Но вон, вон из голов эту придумку "кривого"! Все должно быть так, как у Фридриха Великого. Солдат - автомат, инструмент для беспрекословного исполнения приказов, не допускающего никаких собственных размышлений и маневров. Солдат - атрибут государства и императора. Вещь, предмет неодушевленный. А коли он - атрибут, знак государства, то и весь его вид обязан соответствовать представлению об этом государстве - один к одному, у всех одно, им, императором, заданное лицо.

Павел достиг, чего хотел, - ни один солдат не отличался от другого в роте, батальоне, полку. Но какими мучениями сие достигалось! За день до развода или учений солдаты проводили над буклями и косами целую ночь. Парикмахеры - по два на эскадрон или батальон должны были употребить нечеловеческие усилия, чтобы справиться с обязанностями.

Делалось сие таким образом. Кауфер, то бишь парикмахер, пропитывал волосы своего пациента смесью муки и сала, смоченных квасом.
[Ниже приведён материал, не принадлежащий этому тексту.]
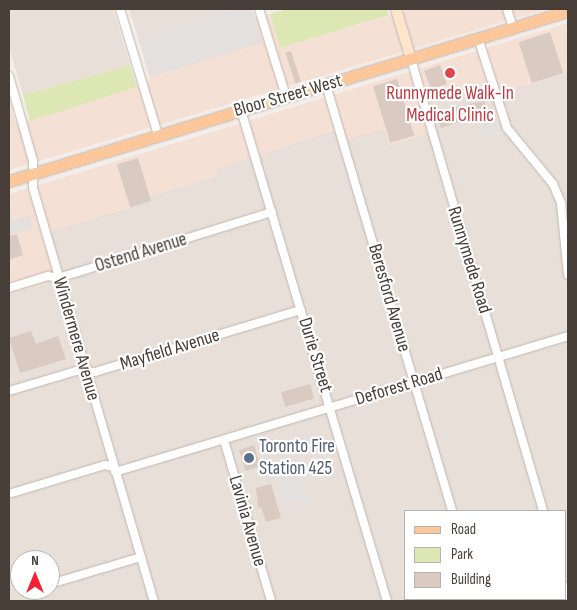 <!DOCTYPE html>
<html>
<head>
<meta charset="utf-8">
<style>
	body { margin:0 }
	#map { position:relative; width:577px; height:610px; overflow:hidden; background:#f4eeea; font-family:"Sofia Sans Condensed",sans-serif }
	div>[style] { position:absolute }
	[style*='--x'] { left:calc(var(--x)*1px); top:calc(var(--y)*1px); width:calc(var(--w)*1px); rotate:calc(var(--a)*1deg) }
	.residential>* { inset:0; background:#e8dfd8 }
	.commercial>* { inset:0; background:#f5e0d6 }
	.green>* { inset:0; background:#dde7b4 }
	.parking>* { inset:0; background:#e3e0de; transform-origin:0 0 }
	.building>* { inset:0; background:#d9cac2; transform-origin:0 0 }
	.roads { filter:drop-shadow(0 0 1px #c3b7af) drop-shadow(0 0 1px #c3b7af) }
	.street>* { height:8px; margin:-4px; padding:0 4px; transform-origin:4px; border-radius:4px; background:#fff }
	.secondary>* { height:10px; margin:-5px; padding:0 5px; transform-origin:5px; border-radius:5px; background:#fde5cb }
	.primary>* { height:11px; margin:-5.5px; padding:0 5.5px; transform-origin:5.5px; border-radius:5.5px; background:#fcc89b }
	.dots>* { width:14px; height:14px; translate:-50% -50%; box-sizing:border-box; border:2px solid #fff; border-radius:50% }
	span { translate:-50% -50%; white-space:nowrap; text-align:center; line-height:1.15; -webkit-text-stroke:4.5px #fff; paint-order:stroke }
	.health-label { font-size:19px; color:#be3a42 }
	.street-label { font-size:19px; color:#483e38 }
	.service-label { font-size:19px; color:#4e5e75 }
	.left { translate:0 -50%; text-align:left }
	.frame { position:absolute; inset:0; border:10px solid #483e38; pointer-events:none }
	.legend { position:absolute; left:404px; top:510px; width:162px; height:90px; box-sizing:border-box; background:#fff; border:1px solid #b6b2af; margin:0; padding:6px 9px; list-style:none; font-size:15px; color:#483e38 }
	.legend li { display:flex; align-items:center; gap:10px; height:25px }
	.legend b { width:25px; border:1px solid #b6b2af }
	.north { position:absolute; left:10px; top:550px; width:50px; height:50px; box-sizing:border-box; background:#fff; border:1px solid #b6b2af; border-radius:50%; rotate:0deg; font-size:14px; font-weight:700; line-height:20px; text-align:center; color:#483e38 }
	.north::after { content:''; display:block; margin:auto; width:18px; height:22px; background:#f52034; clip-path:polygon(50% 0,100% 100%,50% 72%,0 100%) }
</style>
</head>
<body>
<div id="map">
	<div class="residential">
		<div style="clip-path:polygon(9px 9px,113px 9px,130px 65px,23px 95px,9px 47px)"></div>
		<div style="clip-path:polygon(129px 9px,232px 9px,138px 38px)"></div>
		<div style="clip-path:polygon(evenodd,568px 72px,568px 601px,9px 601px,9px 294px,48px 283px,50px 231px,151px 201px,150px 196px,217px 176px,215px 169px,343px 127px,347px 139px,384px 128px,390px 145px,436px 130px,428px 101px,488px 85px,492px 95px,568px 72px,406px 511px,566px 511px,566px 599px,406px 599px,406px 511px,568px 72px,20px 560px,50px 560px,50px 590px,20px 590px,20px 560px)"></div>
	</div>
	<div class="commercial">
		<div style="clip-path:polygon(232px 9px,255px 19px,270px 14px,280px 48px,411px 9px,546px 9px,9px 170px,9px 99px,16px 124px,137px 87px,150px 80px,144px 60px)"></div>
		<div style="clip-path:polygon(568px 23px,568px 72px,491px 95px,488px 85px,428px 101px,437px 130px,389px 145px,384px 129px,347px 139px,343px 127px,215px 169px,217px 176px,150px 196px,151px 201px,50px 231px,62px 268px,48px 283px,9px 294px,9px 194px)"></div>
	</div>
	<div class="green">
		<div style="clip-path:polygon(288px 9px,387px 9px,389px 15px,280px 48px,270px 14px)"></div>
		<div style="clip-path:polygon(130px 65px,137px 87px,30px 121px,23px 95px)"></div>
	</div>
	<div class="parking">
		<div style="clip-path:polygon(232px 9px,252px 9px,262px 43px,150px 77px,138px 38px)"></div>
		<div style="left:495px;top:114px;width:22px;height:19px;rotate:69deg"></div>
		<div style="clip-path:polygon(9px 206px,13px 220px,29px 216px,33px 228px,9px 235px)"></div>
		<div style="clip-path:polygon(301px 465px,313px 507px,302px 500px,285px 504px,275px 473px)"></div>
	</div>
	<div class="building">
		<div style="left:550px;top:32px;width:43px;height:33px;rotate:72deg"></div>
		<div style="left:291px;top:51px;width:32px;height:6px;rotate:72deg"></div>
		<div style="left:440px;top:65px;width:20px;height:17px;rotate:70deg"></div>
		<div style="left:397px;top:79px;width:59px;height:25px;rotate:73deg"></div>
		<div style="clip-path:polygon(484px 100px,488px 112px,441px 128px,436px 113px)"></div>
		<div style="left:138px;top:158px;width:45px;height:22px;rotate:73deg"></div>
		<div style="clip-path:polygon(17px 234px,23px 255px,9px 260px,10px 236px)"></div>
		<div style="clip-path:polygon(31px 331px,36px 344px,58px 336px,66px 359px,20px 373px,9px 338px)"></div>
		<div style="left:310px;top:384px;width:15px;height:30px;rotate:74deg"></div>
		<div style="left:254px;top:445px;width:22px;height:16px;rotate:72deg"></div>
		<div style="clip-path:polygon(271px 484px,281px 518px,266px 522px,261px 507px,258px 508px,256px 488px)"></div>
	</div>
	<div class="roads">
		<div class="street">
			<div style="--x:120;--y:9;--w:132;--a:73.2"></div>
			<div style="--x:259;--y:9;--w:91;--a:72.8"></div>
			<div style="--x:507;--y:9;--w:20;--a:72"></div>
			<div style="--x:478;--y:38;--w:95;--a:72.1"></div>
			<div style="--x:507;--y:128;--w:72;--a:50.6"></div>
			<div style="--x:553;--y:184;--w:21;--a:67"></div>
			<div style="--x:561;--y:203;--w:72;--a:84.4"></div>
			<div style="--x:411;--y:59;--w:471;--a:73.7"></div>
			<div style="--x:9;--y:76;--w:88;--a:74.2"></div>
			<div style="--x:33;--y:161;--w:27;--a:90"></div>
			<div style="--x:33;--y:188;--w:430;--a:73.7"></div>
			<div style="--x:326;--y:85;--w:444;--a:73.5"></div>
			<div style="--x:241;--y:110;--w:512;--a:73.44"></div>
			<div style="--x:9;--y:288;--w:41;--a:-17.1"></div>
			<div style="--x:48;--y:276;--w:10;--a:11"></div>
			<div style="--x:58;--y:278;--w:21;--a:-17"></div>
			<div style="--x:78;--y:272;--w:203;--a:-17.2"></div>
			<div style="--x:9;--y:391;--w:70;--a:-16.6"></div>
			<div style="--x:76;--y:371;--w:19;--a:3"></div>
			<div style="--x:95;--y:372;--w:215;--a:-16.8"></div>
			<div style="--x:224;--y:440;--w:168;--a:73.7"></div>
			<div style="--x:115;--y:472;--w:473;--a:-16.7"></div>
			<div style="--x:12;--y:493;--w:97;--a:-16.8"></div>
			<div style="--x:105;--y:465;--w:8;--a:14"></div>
			<div style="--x:50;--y:584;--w:95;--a:-16.5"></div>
			<div style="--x:566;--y:587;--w:8;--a:76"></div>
			<div style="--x:25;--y:591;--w:4;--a:-14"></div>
			<div style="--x:477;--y:599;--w:2;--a:63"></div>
		</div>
		<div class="secondary">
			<div style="--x:396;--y:9;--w:52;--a:73.3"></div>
		</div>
		<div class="primary">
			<div style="--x:9;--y:181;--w:584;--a:-16.92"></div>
		</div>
	</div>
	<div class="dots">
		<div style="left:450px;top:73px;background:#e0444e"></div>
		<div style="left:249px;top:458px;background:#5c6f8a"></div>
	</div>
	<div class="health-label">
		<span style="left:450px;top:105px">Runnymede Walk-In<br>Medical Clinic</span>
	</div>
	<div class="street-label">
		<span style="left:288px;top:96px;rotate:-16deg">Bloor Street West</span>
		<span style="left:141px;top:253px;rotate:-17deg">Ostend Avenue</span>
		<span style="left:469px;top:260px;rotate:73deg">Runnymede Road</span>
		<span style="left:389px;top:298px;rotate:74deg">Beresford Avenue</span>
		<span style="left:76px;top:339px;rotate:74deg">Windermere Avenue</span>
		<span style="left:170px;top:350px;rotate:-17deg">Mayfield Avenue</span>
		<span style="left:315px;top:355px;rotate:73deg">Durie Street</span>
		<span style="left:399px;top:387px;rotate:-17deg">Deforest Road</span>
		<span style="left:247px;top:521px;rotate:74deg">Lavinia Avenue</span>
	</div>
	<div class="service-label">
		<span class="left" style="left:259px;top:458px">Toronto Fire<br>Station 425</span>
	</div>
	<div class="frame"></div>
	<ul class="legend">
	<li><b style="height:6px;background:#fcc89b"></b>Road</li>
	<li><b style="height:14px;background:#dde7b4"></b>Park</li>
	<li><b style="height:14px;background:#d9cac2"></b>Building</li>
	</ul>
	<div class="north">N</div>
</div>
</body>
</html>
Для этого они набирали предварительно в рот квас и прыскали им на солдатскую голову, скручивая нещадно волосы и втирая в них что есть силы сию дурацкую смесь. Операция производилась так грубо, пальцы кауфера так сдавливали головы, что многие лишались чувств, как под пыткой.

Впрочем, пытка продолжалась и после завивки. Нельзя было прилечь, чтобы не испортить прическу, и солдат остаток ночи проводил без сна, торча как какой-нибудь оловянный солдатик или попросту чурбан.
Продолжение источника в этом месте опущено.